• **PROVIDED DATA**:
◆ ◆ ◆ ◆ ◆
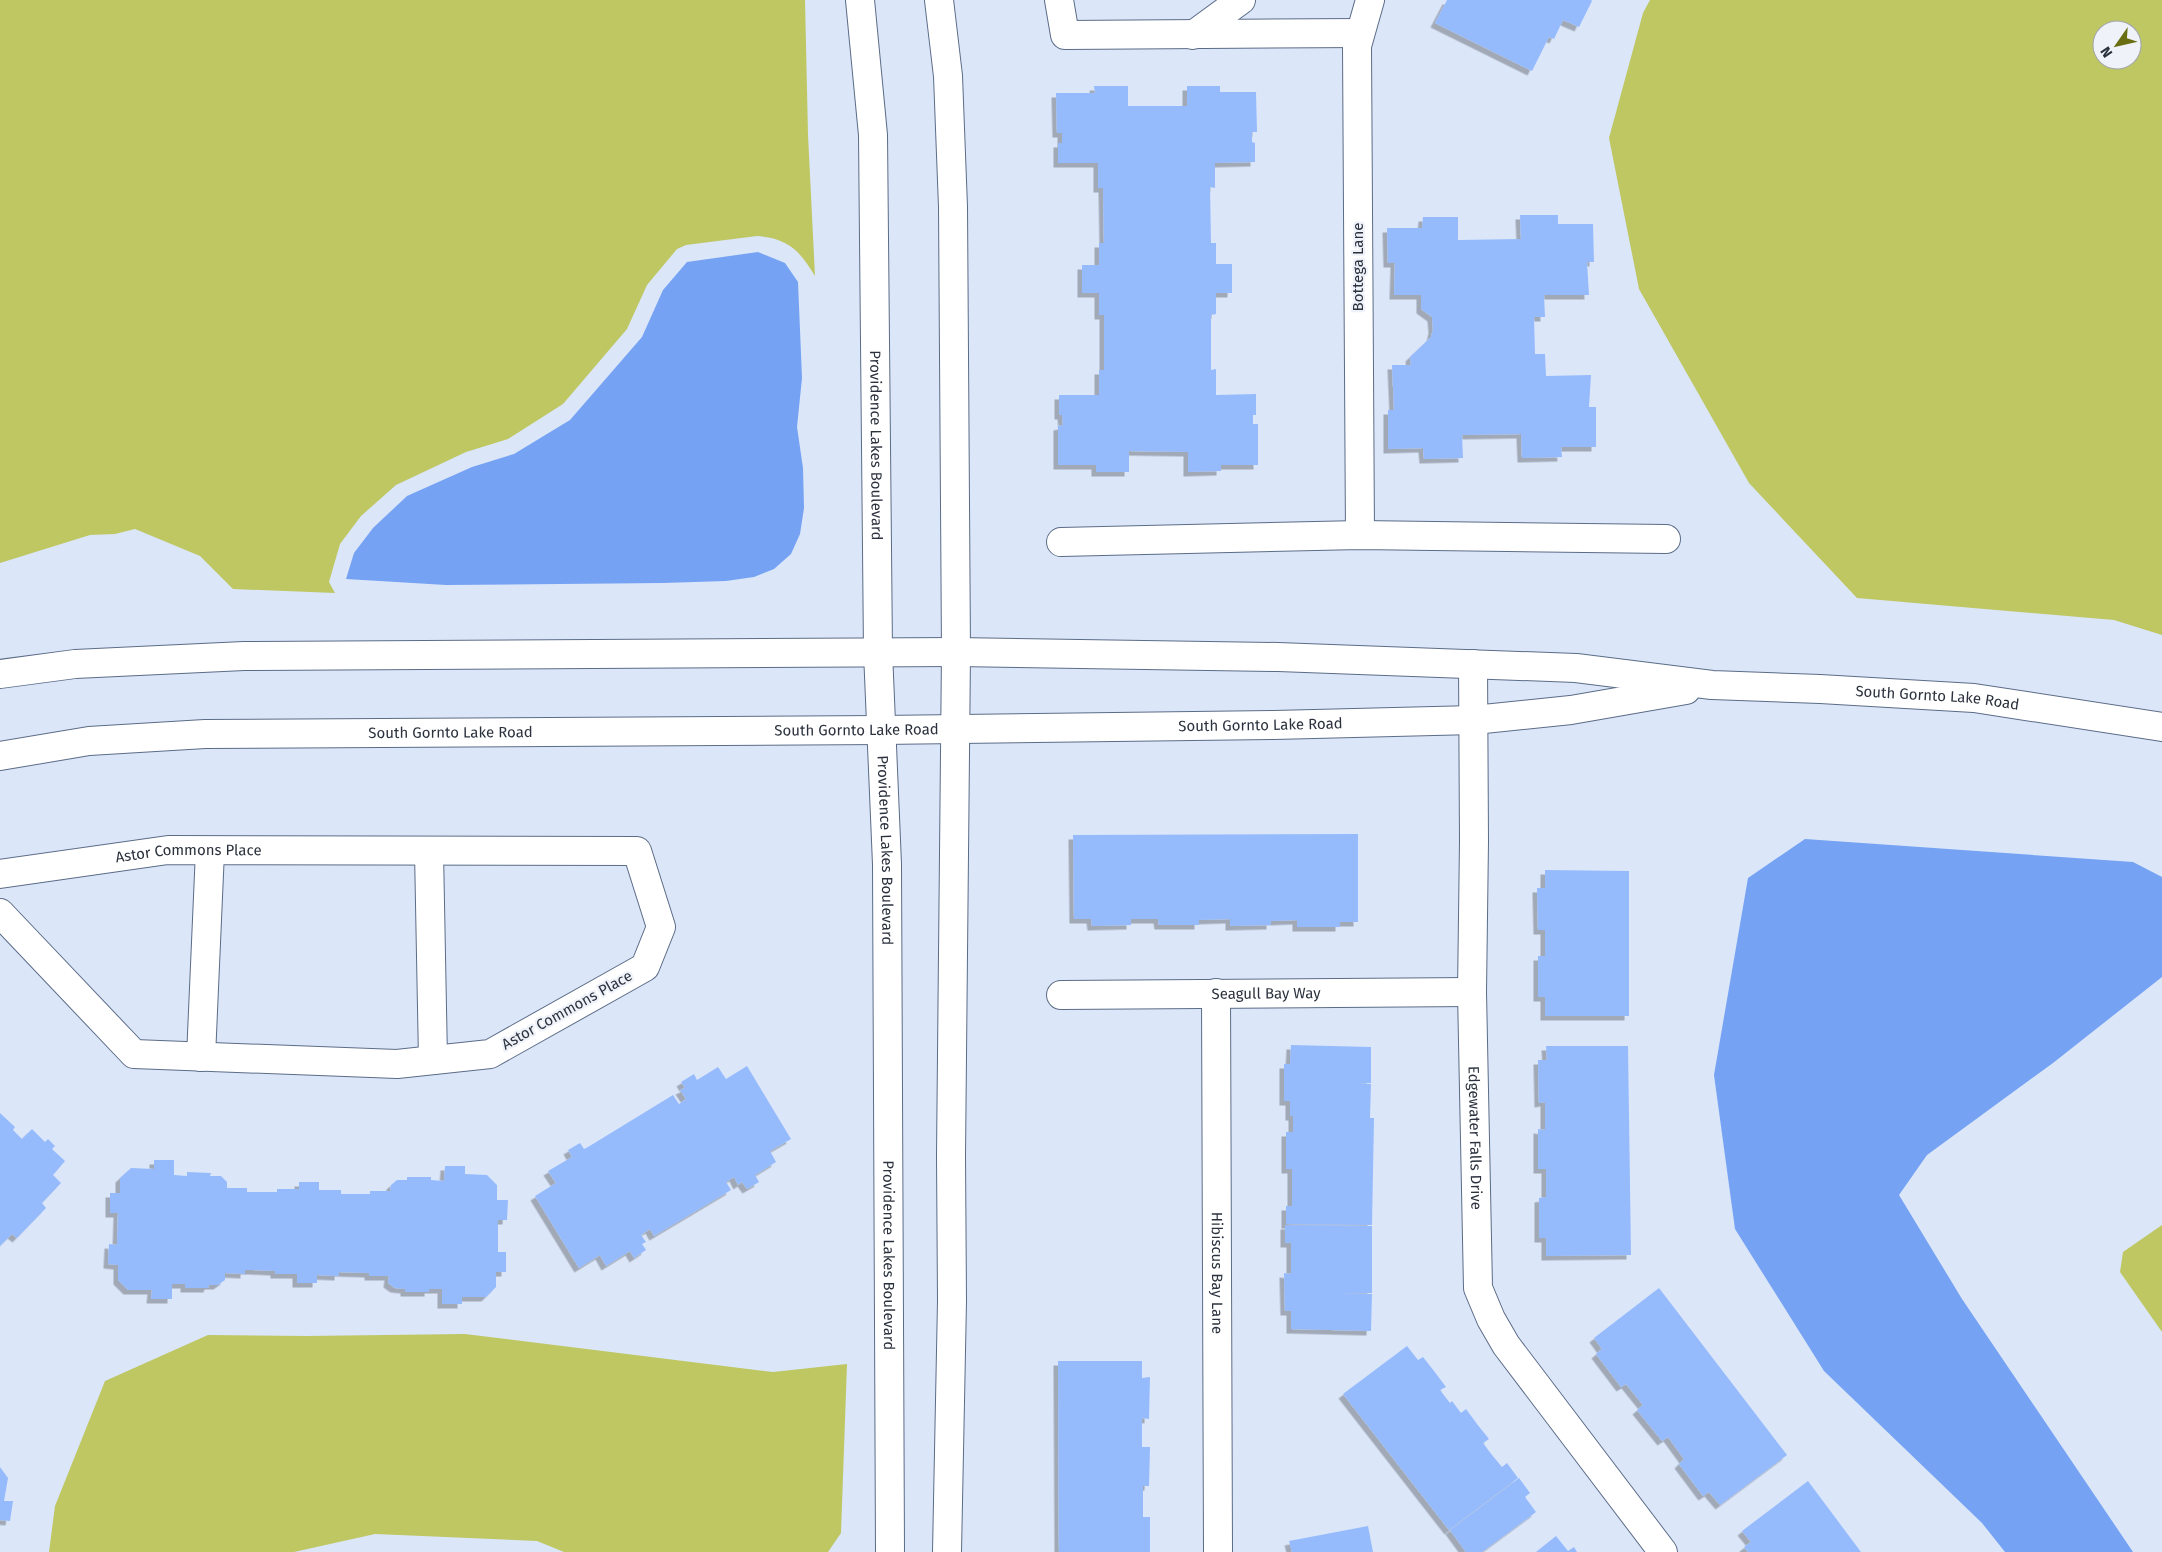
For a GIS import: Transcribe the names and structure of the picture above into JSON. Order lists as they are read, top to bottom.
{
  "streets": {
    "street": [
      "Bottega Lane",
      "Providence Lakes Boulevard",
      "South Gornto Lake Road",
      "Astor Commons Place",
      "Seagull Bay Way",
      "Edgewater Falls Drive",
      "Hibiscus Bay Lane"
    ]
  },
  "crossings": [
    ["Providence Lakes Boulevard", "South Gornto Lake Road"],
    ["South Gornto Lake Road", "Edgewater Falls Drive"],
    ["Seagull Bay Way", "Edgewater Falls Drive"],
    ["Seagull Bay Way", "Hibiscus Bay Lane"]
  ],
  "north": "bottom left"
}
◆ ◆ ◆ ◆ ◆
• **YOUR ASSIGNMENT**:
Without including any image, reproduce the full listing above as written.

• **ANSWER SPACE**:
For a GIS import: Transcribe the names and structure of the picture above into JSON. Order lists as they are read, top to bottom.
{
  "streets": {
    "street": [
      "Bottega Lane",
      "Providence Lakes Boulevard",
      "South Gornto Lake Road",
      "Astor Commons Place",
      "Seagull Bay Way",
      "Edgewater Falls Drive",
      "Hibiscus Bay Lane"
    ]
  },
  "crossings": [
    ["Providence Lakes Boulevard", "South Gornto Lake Road"],
    ["South Gornto Lake Road", "Edgewater Falls Drive"],
    ["Seagull Bay Way", "Edgewater Falls Drive"],
    ["Seagull Bay Way", "Hibiscus Bay Lane"]
  ],
  "north": "bottom left"
}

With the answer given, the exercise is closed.